I have always tried to refrain from writing about the ‘joyous’ and ‘spiritually enlightening’ side of travel, but sometimes you experience something that moves you in a way you didn’t realise was possible - and you are just going to have to sound like an emotionally unstable prom queen, so indulge me if you can. As night fell, a stiff breeze blew the curtain of smoke, ash and sulphur from the centre of the volcano. As we, this happy band of privileged people, looked down into the glowing chasm below, the world felt more three dimensional than before. The ground, that reliable solid baseline of my perceptions, suddenly felt betrayed. It was like being stood upon the sea. I became vividly aware of the depths below me, of the thousands of meters of rock, energy and heat, of inter-planetary substance embroiled in an epic universal struggle of pressure and time, somewhere out here, in space. And it was from somewhere in those newly realised depths that the
combined energy of continent colliding with continent came forth, a shock wave of invisible violence rippled through the sulphuric fog - followed by the thunderous banging echoes of an earth at war with itself, then the pyrotechnic explosion of melted geology flinging itself skyward in a kaleidoscopic rage thirty-forty-fifty meters into the dark of the night. Then the benign pitter patter of cooling lava coming back to earth like a hard rain falling.
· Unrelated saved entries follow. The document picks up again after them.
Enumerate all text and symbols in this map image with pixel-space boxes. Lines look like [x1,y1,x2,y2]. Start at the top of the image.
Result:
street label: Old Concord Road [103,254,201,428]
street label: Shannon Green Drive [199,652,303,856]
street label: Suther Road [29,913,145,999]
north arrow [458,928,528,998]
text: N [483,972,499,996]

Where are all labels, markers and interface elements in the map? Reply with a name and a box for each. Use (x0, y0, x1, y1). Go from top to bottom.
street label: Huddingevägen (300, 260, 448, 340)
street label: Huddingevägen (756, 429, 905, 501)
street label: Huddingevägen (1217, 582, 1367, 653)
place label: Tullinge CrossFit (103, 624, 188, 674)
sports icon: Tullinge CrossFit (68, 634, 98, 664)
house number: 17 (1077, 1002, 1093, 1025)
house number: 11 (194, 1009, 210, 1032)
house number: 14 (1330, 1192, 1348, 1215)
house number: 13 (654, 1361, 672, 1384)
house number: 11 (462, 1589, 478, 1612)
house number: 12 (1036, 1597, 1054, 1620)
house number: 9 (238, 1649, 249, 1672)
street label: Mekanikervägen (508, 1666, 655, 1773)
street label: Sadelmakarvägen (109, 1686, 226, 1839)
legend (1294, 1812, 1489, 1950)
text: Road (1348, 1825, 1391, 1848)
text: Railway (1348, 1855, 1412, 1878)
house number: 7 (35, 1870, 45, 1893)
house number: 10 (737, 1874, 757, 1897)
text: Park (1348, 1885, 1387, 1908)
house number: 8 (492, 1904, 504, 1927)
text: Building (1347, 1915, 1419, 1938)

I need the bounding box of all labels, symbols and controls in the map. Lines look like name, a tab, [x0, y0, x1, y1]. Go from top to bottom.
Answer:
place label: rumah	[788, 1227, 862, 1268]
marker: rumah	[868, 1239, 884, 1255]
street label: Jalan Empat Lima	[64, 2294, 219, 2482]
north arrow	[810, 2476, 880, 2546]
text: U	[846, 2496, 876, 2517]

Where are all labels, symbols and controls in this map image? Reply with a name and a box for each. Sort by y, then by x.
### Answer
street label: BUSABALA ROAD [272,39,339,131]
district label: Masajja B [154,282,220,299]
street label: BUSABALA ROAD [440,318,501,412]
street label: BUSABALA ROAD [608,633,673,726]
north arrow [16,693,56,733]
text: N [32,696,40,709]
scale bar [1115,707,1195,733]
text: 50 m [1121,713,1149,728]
We sat there for four hours and I will never be same. I awoke the morning after the kava with a grogginess and an all-over ache, after a dreamless sweaty sleep, I was tired and fearful. We had spent nine days on Tanna, and it had been great. We had ridden bare
back slowly on stubborn unruly horses, snorkelled rainbow reefs, been met with a hundred smiles, visited the fantastical John Frum cargo cult that held a mysterious WWII US servicemen up as a deity, and everywhere we had gone mother nature seemed to be in
good spirits. Tanna isn’t untouched, but so far it hasn’t been corrupted. It was refreshingly un-developed and the majority of businesses, natural resources and land remain in the peoples hands. While that may sound horrifically naïve, I’ve spoken to too many people across the world who have seen their land, liberty and independence laid waste to by the
cheap and alluring promises of development and jobs that never materialised. When I asked a lifetime regular visitor to Tanna how the island had remained so free from the spoils of the modern age, she recounted a story of a chief in a village that was dirt poor.
He had been offered what was reported to be thousands, if not millions, of dollars to sell vast swathes of his ancestral land to a group of Chinese investors. His village rejected the offer despite considerable pressure from local authorities. When asked why he hadn’t sold it, his reply was blunt: ‘You would not sell your mother, why should we?’ How long that
sentiment can last will remain to be seen. One thing is for sure, at least for now Tanna remains refreshingly un-depraved by the age. Long live the rustic charms and people of this little green gem, sparkling out there somewhere very big and very blue.”